* Saved entries:
########

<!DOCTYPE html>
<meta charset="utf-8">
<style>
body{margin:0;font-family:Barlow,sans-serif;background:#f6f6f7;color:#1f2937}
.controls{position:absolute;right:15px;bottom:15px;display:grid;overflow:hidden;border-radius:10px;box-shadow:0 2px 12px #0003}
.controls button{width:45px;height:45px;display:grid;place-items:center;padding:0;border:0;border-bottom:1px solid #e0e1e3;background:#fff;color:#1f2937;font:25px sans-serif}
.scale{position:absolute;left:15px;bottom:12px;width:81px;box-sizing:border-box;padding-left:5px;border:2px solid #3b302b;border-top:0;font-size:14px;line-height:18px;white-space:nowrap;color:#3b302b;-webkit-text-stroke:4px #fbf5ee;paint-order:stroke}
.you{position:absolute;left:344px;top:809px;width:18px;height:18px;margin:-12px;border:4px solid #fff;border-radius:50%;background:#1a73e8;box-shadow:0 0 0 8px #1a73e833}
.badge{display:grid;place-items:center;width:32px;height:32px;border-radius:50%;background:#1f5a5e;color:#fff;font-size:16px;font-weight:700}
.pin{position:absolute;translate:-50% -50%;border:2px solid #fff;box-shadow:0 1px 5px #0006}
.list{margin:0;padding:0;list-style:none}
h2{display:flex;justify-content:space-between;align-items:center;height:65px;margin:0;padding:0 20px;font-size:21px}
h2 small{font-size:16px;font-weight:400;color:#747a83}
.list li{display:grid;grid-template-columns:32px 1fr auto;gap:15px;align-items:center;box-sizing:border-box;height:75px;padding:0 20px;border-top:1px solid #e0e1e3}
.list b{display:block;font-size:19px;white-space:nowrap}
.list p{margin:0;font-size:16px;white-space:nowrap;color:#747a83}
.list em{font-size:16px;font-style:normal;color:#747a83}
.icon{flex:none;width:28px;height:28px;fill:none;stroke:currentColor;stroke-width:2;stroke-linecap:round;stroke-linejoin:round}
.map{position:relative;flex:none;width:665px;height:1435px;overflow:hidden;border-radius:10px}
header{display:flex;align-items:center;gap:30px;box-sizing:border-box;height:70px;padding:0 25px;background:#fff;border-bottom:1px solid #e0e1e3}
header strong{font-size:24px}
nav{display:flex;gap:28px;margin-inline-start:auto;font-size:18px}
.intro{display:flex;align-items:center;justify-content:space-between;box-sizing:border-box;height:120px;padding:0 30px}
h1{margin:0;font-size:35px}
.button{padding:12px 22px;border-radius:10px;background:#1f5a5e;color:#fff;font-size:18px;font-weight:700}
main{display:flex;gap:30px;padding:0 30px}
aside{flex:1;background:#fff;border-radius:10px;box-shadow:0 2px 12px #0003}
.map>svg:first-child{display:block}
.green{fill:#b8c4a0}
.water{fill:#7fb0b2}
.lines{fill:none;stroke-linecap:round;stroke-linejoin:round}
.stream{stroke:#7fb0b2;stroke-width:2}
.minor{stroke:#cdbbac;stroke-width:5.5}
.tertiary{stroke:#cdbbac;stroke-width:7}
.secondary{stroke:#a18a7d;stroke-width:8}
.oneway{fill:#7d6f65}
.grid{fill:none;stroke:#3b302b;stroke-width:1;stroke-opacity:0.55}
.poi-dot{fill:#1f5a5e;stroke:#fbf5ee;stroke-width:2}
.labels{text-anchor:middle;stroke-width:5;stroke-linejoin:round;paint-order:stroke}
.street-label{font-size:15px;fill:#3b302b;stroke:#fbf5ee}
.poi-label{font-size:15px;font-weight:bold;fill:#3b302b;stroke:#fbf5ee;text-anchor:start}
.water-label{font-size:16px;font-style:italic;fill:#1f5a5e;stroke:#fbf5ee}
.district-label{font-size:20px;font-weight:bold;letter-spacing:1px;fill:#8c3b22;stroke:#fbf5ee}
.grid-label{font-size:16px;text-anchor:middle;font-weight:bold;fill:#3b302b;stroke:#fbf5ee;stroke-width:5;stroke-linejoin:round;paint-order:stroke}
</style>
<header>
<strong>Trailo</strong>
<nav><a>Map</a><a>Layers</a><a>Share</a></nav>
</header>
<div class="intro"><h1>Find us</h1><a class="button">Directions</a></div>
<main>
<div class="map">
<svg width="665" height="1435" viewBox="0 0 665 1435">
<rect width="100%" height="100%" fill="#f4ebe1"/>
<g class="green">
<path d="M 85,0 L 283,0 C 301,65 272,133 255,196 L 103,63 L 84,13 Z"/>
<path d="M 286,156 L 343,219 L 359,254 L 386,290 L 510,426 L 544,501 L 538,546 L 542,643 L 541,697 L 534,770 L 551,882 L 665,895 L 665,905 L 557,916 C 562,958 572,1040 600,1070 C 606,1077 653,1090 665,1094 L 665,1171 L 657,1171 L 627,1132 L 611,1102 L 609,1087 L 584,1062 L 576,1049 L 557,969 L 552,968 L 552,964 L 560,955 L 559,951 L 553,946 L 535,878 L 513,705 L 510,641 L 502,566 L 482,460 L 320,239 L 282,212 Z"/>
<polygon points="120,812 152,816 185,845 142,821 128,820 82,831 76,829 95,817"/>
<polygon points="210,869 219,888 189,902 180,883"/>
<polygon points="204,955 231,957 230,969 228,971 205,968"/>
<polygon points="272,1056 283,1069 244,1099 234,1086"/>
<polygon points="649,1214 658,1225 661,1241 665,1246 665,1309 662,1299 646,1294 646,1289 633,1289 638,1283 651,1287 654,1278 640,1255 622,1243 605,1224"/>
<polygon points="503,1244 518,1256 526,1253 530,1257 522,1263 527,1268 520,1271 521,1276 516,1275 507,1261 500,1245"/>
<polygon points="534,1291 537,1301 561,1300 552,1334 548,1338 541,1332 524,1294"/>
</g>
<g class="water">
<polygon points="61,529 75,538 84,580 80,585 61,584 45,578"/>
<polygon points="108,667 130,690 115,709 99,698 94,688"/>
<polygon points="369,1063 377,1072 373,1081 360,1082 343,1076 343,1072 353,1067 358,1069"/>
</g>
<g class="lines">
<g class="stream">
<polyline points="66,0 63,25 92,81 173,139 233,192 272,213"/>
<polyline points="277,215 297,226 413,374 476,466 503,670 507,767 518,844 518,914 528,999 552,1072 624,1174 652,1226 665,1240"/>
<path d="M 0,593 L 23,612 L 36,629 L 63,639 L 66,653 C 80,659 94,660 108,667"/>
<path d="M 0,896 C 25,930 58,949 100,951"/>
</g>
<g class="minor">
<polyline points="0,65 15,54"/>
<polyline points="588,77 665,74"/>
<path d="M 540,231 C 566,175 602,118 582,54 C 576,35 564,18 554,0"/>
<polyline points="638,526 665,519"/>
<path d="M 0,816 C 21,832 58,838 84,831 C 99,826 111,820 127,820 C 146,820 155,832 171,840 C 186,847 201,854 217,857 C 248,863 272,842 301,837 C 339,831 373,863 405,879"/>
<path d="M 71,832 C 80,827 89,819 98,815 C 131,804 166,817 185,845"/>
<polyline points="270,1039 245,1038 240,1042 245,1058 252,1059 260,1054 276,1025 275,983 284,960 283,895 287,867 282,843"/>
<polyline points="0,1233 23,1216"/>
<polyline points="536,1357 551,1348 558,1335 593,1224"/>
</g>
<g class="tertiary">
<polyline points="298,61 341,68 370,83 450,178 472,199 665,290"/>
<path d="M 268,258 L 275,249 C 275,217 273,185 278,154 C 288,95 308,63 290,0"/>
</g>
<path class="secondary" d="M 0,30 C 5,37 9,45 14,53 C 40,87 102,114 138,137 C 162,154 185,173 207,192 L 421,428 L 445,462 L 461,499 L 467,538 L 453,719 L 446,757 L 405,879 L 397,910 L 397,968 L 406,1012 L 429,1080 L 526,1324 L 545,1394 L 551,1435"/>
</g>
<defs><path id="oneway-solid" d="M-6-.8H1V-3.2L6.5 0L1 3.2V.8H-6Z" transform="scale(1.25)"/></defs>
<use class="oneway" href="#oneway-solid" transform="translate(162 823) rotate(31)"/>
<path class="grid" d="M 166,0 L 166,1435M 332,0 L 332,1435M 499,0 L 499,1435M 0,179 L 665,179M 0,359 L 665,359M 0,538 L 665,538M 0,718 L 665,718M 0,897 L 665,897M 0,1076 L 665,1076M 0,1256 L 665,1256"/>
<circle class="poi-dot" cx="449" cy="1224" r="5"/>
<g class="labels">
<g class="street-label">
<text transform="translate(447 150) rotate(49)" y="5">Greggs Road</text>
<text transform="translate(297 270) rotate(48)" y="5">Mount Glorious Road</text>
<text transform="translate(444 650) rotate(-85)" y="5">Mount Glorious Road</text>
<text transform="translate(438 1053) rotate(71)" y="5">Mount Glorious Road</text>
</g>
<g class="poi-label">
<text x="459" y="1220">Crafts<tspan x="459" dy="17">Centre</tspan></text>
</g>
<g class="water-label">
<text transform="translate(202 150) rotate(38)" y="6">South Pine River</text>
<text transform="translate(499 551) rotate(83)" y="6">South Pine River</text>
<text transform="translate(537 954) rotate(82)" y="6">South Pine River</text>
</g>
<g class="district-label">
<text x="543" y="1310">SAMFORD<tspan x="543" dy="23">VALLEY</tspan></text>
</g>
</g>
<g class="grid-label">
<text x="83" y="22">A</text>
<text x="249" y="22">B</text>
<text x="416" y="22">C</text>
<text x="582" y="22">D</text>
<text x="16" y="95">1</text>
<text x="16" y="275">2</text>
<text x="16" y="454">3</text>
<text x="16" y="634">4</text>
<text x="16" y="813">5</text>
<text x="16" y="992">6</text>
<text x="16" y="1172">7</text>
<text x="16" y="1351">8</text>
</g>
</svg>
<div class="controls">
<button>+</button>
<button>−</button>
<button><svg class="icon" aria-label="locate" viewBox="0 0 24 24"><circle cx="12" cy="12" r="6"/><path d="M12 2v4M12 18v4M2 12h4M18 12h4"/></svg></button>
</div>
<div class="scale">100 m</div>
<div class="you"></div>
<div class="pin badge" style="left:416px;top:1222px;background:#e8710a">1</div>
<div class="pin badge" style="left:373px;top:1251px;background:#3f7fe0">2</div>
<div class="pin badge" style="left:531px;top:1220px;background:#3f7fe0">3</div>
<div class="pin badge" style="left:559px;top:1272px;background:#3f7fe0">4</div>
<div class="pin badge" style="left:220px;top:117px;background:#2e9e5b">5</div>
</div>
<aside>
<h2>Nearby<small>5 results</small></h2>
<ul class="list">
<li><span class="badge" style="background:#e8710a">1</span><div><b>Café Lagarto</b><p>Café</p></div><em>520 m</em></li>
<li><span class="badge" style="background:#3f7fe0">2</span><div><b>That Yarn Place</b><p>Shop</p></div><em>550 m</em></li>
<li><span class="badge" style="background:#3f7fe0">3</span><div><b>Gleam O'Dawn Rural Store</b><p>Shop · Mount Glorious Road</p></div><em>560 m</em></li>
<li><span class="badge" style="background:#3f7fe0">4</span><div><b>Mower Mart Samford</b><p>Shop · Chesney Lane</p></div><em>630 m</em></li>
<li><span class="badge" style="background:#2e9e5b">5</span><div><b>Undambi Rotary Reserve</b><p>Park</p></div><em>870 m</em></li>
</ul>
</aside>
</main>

########

* PROBLEM TO WORK ON: For the string "linecap", return every line of the data where it appears.

* OUTPUT OF THE EXERCISE:
.icon{flex:none;width:28px;height:28px;fill:none;stroke:currentColor;stroke-width:2;stroke-linecap:round;stroke-linejoin:round}
.lines{fill:none;stroke-linecap:round;stroke-linejoin:round}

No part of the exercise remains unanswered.